GEOG 489
Advanced Python Programming for GIS

Lesson 1 Assignment

PrintPrint

Lesson 1 Assignment

Part 1 – Multiprocessing Script

We are going to use the arcpy vector data processing code from Section 1.6.6.2 (download Lesson1_Assignment_initial_code.py) as the basis for our Lesson 1 programming project. The code is already in multiprocessing mode, so you will not have to write multiprocessing code on your own from scratch but you still will need a good understanding of how the script works. If you are unclear about anything the script does, please ask on the course forums. This part of the assignment will be for getting back into the rhythm of writing arcpy based Python code and practice creating script tool with ArcGIS Pro. Your task is to extend our vector data clipping script by doing the following:

  • Modify the code to handle a parameterized output folder path (still using unique output filenames for each shapefile) defined in a third input variable at the beginning of the main script file. One way to achieve this task is by adding another (5th) parameter to the worker() function to pass the output folder information along with the other data.

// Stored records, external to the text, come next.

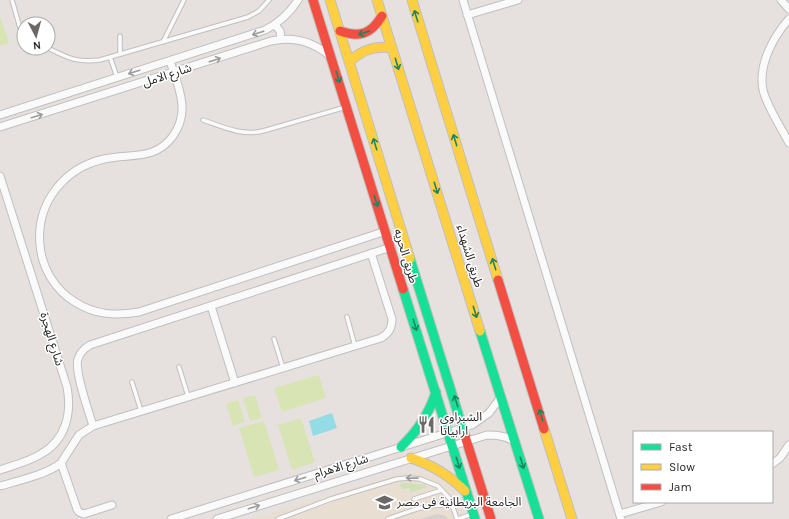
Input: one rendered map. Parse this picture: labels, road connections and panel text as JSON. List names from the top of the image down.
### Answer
{
  "streets": {
    "street": [
      "شارع الامل",
      "طريق الحريه",
      "طريق الشهداء",
      "شارع الهجرة",
      "شارع الاهرام"
    ]
  },
  "crossings": [
    ["شارع الامل", "طريق الحريه"],
    ["طريق الحريه", "شارع الاهرام"],
    ["طريق الشهداء", "شارع الاهرام"]
  ],
  "places": {
    "restaurant": ["الشبراوى ارابياتا"],
    "school or university": ["الجامعة البريطانية فى مصر"]
  },
  "legend": ["Fast", "Slow", "Jam"],
  "north": "bottom"
}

To realize the modified code versions in this part, all main modifications have to be made to the input variables and within the code of the worker() and mp_handler() functions. Of course, we will also look at code quality, so make sure the code is readable and well documented. There are a few hints that may be helpful after we talk about Part 2.

Part 2 – Single File Multiprocessing Script Tool

In a single script file, (combining the mp_handler code and the worker function into one script) expand the code so that it can handle multiple input featureclasses to be clipped (still using a single polygon clipping feature class).

  1. The input variable tobeclipped should now take a list of feature class names rather than a single name.
  2. The worker function should, as before, perform the operation of clipping a single input file (not all of them!) to one of the features in the clipper feature class.
  3. The main change you will have to make here will be in the main code where the jobs are created.
  4. The names of the output files produced should have the format:

    clip_<oid>_<name of the input feature class>.shp

    For instance, clip_0_Roads.shp produced by clipping the Roads featureclass (found in the USA.gdb filegeodatabse) to the State oid '0'.

To realize the modified code versions in this part, it is important to remember how to avoid infinite recursions and the purpose of if name == '__main__':

Successful delivery of the above requirements is sufficient to earn 95% on the project. The remaining 5% is reserved for efforts that go "over and above" the minimum requirements. Over and above points may be earned by adding further geoprocessing operations (e.g. reprojection) to the worker() function, or other enhancements as you see fit, such as returning a dictionary of results from the workers and parsing them to print success/ failure messages.

You will have to submit several versions of the modified script for this assignment:

  • (A) The modified single-input-file script version from Part 1.
  • (B) The single file version multiple-input-files script tool version from Part 2 as an .atbx
  • (C) Potentially a third version if you made substantial modifications to the code for "over and above" points. If you created a new script tool for this, make sure to include the .atbx file as well.

Hint 1:

When you adapt the worker() function, I strongly recommend that you do some tests with individual calls of that function first before you run the full multiprocessing version. For this, you can, for instance, utilize what we learned about the if name == '__main__': conditional for the multicode script, or comment out the pool code and instead call worker() directly from the loop that produces the job list, meaning all calls will be made sequentially rather than in parallel. This makes it easier to detect errors compared to running everything in multiprocessing mode right away. Similarly, it could be a good idea to view the variables in the debugger or add print statements placed in the job list to make sure that the correct values will be passed to the worker function.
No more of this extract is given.